BEGIN

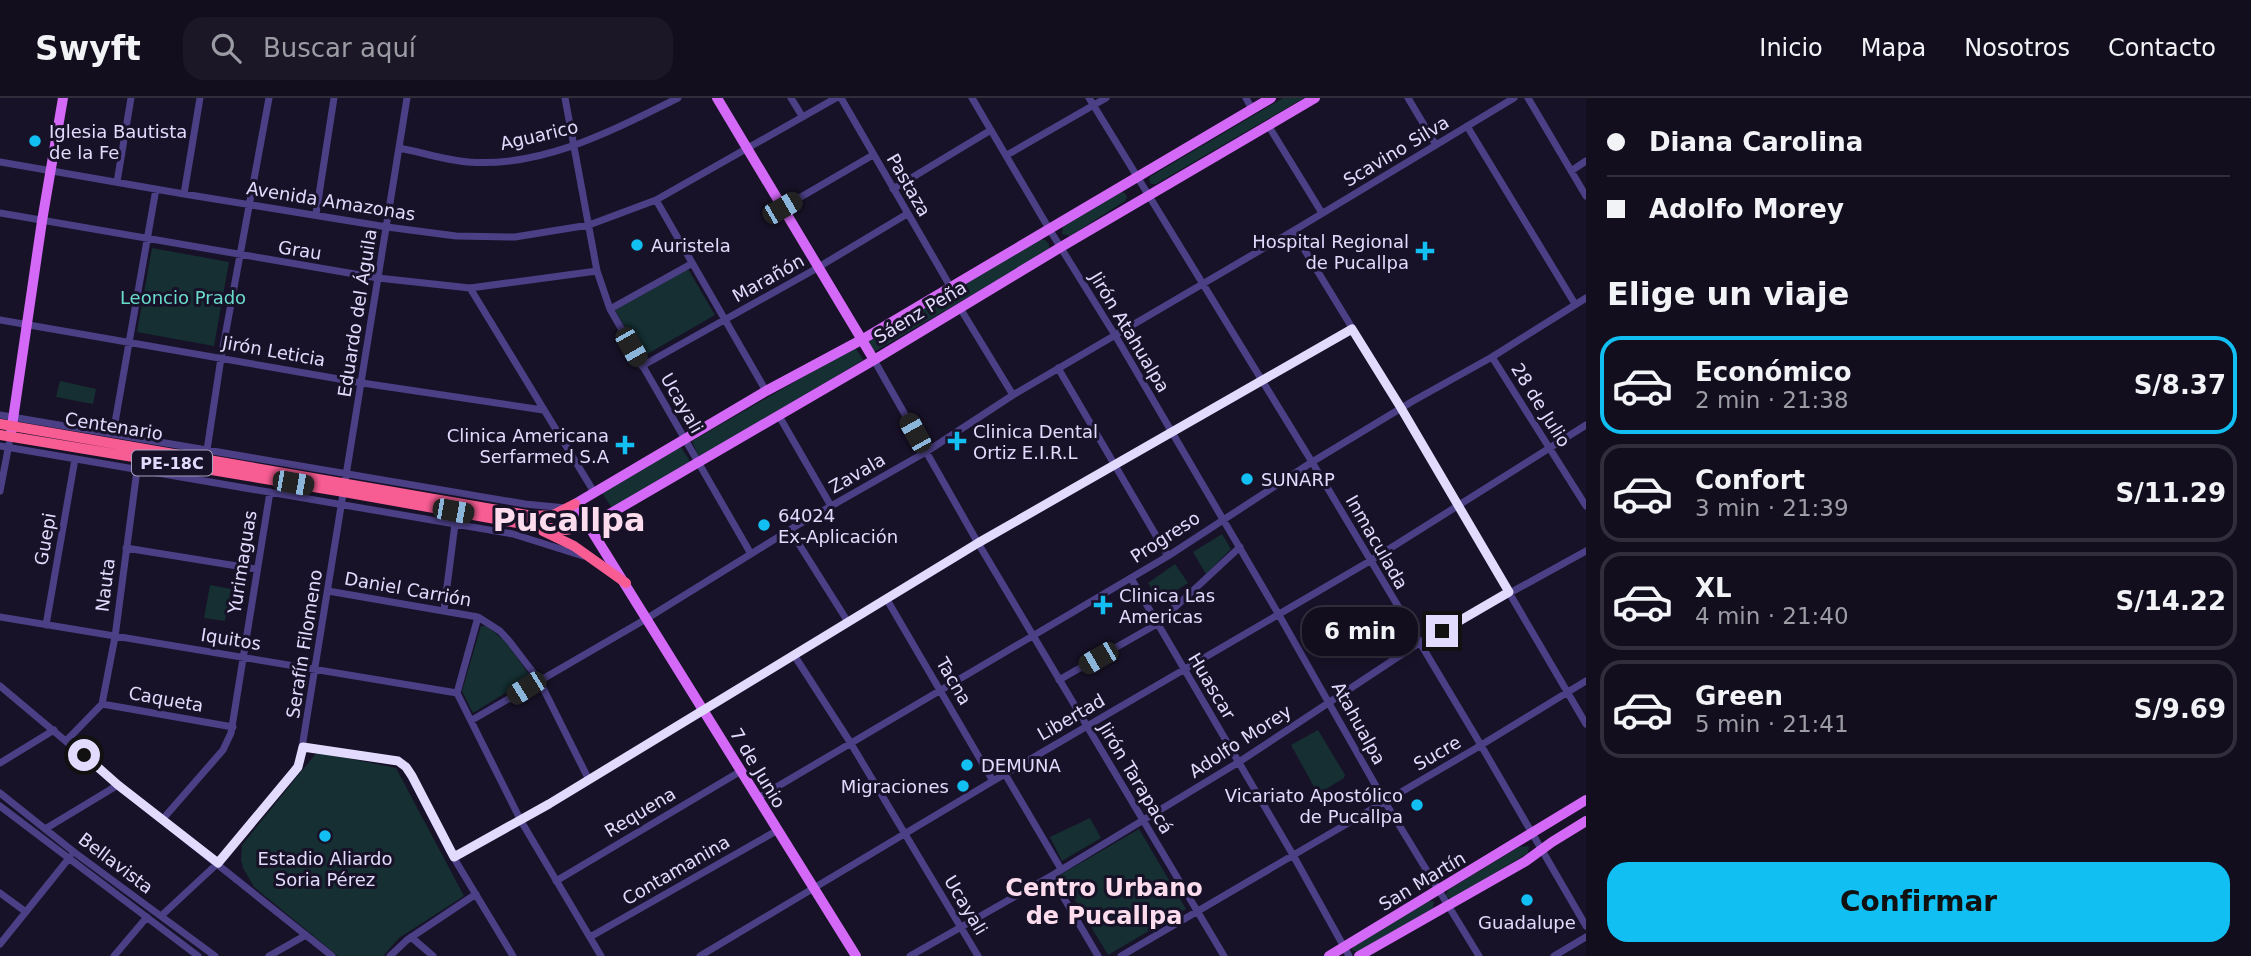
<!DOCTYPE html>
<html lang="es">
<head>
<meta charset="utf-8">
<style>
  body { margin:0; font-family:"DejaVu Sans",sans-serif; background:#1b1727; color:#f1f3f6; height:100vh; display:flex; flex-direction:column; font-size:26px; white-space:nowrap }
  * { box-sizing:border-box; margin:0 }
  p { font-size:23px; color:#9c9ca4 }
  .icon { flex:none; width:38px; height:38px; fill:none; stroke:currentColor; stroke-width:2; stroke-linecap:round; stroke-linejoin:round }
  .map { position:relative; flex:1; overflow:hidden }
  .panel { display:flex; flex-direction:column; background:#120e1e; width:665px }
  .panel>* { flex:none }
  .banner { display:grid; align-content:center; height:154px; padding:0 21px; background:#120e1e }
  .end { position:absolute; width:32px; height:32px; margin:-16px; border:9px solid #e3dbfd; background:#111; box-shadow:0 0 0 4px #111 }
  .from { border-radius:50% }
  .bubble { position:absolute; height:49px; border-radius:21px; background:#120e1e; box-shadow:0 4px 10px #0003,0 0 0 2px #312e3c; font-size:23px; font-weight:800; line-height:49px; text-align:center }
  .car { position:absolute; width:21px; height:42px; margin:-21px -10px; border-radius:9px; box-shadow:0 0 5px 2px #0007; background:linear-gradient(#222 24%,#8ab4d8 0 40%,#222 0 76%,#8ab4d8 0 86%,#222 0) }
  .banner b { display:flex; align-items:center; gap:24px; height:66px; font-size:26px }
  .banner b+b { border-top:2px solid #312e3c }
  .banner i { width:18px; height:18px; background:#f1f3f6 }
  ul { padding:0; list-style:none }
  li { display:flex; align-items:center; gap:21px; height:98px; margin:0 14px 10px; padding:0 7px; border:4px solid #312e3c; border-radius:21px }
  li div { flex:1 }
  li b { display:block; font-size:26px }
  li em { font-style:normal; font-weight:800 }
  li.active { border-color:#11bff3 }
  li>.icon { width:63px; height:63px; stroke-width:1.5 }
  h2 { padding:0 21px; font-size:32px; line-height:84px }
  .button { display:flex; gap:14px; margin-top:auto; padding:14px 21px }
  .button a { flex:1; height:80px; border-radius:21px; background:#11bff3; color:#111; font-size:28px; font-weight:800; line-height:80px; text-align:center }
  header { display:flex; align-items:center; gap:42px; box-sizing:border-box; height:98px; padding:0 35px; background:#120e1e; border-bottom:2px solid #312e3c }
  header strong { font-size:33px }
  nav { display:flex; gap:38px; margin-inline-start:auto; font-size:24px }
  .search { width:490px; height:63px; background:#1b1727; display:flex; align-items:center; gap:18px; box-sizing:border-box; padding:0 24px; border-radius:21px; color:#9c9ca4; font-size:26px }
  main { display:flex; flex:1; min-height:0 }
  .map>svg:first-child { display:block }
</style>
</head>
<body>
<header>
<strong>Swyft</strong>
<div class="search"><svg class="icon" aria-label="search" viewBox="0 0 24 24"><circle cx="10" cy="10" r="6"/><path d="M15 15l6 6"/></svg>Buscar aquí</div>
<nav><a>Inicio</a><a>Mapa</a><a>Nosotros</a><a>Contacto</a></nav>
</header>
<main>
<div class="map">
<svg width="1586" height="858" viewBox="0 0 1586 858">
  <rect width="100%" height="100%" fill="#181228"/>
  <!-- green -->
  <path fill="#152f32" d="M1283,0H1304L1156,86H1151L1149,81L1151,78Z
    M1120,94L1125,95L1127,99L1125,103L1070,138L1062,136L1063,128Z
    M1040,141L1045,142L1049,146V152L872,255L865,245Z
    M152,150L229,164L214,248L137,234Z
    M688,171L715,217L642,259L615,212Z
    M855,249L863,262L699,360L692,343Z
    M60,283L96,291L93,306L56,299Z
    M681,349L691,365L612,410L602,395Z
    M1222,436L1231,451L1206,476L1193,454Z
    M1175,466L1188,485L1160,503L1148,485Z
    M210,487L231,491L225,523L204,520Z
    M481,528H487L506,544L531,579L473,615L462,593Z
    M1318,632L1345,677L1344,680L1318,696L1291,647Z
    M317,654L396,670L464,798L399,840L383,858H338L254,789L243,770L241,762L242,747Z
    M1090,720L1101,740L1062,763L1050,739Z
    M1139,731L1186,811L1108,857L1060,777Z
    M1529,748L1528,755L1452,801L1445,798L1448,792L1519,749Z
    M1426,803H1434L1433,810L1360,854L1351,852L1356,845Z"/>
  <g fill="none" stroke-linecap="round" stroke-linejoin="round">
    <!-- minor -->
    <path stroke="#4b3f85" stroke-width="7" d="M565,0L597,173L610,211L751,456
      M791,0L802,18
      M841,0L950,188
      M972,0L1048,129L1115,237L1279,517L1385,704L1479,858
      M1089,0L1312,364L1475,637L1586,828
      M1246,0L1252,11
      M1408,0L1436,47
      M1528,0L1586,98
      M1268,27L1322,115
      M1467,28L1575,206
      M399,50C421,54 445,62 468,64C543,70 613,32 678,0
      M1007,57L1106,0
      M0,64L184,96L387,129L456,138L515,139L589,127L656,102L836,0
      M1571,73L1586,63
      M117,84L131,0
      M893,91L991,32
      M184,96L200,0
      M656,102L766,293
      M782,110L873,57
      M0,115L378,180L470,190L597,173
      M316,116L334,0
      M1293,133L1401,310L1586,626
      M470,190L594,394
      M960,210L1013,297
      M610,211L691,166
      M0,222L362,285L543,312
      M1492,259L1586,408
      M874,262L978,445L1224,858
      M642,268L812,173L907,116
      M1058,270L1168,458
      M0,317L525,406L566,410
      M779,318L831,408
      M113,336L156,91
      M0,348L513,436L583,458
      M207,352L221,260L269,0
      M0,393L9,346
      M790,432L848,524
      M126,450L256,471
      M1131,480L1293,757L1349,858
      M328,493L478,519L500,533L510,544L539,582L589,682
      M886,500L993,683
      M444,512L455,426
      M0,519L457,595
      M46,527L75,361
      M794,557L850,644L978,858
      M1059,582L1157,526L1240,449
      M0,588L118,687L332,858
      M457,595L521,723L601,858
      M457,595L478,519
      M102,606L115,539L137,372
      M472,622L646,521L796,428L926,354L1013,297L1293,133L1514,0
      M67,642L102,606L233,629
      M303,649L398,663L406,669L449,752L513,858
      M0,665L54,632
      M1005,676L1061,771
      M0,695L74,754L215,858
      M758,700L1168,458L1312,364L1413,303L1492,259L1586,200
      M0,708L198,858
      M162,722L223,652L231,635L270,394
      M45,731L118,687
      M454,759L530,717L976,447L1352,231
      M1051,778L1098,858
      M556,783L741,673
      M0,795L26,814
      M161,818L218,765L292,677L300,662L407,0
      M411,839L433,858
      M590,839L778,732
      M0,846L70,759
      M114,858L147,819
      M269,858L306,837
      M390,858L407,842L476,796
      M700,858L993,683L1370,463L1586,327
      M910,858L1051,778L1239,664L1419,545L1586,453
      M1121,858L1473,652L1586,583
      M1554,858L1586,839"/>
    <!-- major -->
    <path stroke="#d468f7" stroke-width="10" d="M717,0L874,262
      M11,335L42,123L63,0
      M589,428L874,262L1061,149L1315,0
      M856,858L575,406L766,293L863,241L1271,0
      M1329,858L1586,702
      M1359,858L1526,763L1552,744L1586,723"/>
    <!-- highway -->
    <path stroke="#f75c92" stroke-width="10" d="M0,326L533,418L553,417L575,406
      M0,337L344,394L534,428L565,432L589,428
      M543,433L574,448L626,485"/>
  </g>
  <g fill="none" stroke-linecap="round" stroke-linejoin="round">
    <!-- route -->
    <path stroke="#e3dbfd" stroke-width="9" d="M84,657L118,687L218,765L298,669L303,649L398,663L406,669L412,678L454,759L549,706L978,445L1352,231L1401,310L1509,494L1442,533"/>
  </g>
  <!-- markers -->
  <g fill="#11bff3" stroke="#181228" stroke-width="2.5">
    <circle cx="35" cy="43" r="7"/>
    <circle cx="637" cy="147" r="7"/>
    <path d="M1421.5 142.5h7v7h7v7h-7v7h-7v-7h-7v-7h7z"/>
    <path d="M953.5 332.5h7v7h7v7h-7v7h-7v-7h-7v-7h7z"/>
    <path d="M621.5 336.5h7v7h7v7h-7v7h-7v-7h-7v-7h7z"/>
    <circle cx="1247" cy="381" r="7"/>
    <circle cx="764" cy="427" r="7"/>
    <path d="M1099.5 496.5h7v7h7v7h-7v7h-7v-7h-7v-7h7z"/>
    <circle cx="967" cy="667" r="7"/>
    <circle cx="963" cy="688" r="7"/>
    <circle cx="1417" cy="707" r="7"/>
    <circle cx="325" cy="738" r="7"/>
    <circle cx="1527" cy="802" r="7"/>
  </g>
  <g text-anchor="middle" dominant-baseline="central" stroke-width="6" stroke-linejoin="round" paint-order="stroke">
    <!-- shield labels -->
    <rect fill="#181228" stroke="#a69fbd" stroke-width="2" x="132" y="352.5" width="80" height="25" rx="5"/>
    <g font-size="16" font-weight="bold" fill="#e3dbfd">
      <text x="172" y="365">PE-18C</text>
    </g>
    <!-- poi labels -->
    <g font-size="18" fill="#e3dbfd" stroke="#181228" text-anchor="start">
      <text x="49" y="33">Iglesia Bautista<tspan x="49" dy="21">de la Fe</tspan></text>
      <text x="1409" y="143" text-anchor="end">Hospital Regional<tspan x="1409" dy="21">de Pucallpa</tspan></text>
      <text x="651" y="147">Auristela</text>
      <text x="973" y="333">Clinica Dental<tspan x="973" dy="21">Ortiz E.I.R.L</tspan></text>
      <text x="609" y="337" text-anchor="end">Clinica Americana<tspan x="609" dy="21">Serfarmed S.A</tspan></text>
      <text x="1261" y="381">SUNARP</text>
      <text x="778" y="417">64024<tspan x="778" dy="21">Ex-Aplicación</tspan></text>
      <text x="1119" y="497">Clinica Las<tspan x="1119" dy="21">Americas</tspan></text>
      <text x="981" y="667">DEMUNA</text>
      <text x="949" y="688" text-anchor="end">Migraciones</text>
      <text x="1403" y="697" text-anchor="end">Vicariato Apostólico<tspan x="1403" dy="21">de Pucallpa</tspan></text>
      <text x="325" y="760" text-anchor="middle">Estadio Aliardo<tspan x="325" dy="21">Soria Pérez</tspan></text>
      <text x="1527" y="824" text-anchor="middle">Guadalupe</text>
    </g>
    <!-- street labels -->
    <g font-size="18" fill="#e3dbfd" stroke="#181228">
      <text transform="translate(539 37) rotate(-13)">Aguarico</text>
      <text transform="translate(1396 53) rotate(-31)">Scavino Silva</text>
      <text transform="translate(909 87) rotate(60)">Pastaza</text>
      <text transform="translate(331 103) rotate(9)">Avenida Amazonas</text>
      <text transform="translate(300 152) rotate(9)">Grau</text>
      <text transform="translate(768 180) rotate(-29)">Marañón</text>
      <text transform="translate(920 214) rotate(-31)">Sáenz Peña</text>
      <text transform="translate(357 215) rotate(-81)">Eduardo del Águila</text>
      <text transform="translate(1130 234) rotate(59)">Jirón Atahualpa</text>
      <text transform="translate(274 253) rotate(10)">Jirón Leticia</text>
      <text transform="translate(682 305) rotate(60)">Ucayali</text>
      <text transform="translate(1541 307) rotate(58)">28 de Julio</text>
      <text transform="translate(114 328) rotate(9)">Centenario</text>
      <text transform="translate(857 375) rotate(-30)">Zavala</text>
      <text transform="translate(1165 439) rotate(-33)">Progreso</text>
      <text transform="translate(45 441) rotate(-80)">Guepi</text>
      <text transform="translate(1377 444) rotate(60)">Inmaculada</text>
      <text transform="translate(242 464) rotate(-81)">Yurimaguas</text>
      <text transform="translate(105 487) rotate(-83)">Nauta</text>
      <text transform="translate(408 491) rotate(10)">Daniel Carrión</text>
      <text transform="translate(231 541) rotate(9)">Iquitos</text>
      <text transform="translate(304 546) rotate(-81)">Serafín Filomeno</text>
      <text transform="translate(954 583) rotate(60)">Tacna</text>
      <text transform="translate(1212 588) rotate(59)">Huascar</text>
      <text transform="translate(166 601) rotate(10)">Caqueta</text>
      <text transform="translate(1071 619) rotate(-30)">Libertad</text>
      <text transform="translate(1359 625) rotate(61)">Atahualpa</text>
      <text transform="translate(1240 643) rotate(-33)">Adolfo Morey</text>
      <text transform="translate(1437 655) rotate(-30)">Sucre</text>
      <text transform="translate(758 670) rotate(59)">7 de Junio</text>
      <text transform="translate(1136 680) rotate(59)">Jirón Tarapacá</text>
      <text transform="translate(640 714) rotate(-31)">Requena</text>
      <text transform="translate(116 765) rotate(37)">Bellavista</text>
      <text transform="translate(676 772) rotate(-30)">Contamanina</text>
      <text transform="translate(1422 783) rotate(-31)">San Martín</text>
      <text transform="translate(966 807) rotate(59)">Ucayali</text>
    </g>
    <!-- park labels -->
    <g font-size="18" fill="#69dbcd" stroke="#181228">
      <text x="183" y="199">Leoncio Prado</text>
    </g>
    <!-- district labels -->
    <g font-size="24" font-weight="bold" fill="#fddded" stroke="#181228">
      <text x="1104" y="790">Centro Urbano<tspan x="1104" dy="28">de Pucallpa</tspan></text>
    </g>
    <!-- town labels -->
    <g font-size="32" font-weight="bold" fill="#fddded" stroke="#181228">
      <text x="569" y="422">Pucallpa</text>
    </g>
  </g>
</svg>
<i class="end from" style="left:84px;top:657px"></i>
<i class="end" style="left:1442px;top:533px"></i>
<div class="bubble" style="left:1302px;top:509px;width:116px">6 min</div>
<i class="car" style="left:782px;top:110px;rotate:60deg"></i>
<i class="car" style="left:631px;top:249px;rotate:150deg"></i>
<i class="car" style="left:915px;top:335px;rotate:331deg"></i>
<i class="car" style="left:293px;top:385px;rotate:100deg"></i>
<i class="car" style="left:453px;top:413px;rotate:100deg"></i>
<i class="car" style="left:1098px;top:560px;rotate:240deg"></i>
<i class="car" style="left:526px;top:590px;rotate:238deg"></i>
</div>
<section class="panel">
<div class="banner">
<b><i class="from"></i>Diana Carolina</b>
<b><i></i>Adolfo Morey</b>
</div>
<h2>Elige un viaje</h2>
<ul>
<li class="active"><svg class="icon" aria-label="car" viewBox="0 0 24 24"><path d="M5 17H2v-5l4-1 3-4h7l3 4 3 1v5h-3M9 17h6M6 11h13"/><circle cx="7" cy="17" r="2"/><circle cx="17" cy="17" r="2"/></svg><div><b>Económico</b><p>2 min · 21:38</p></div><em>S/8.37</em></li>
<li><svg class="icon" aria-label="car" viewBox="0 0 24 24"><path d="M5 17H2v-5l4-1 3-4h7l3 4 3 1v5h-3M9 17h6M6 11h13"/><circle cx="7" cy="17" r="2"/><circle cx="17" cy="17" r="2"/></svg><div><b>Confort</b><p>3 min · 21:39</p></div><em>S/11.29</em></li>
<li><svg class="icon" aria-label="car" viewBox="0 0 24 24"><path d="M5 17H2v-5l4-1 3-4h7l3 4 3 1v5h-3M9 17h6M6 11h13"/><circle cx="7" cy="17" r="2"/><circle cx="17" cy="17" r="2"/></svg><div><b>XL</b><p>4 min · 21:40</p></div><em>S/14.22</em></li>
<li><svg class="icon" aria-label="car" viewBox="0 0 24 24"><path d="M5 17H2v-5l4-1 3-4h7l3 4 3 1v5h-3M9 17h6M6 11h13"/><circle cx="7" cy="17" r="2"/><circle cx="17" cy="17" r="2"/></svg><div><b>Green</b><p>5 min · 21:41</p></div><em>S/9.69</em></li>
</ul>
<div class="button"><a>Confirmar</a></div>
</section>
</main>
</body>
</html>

END

§ **Task prompt**: Go from the first line of the listing to the line holding "position:relative; flex:1; overflow:hidden" and, please, transcribe those lines exactly, both included, with no pictures.

§ **Answer box**:
<!DOCTYPE html>
<html lang="es">
<head>
<meta charset="utf-8">
<style>
  body { margin:0; font-family:"DejaVu Sans",sans-serif; background:#1b1727; color:#f1f3f6; height:100vh; display:flex; flex-direction:column; font-size:26px; white-space:nowrap }
  * { box-sizing:border-box; margin:0 }
  p { font-size:23px; color:#9c9ca4 }
  .icon { flex:none; width:38px; height:38px; fill:none; stroke:currentColor; stroke-width:2; stroke-linecap:round; stroke-linejoin:round }
  .map { position:relative; flex:1; overflow:hidden }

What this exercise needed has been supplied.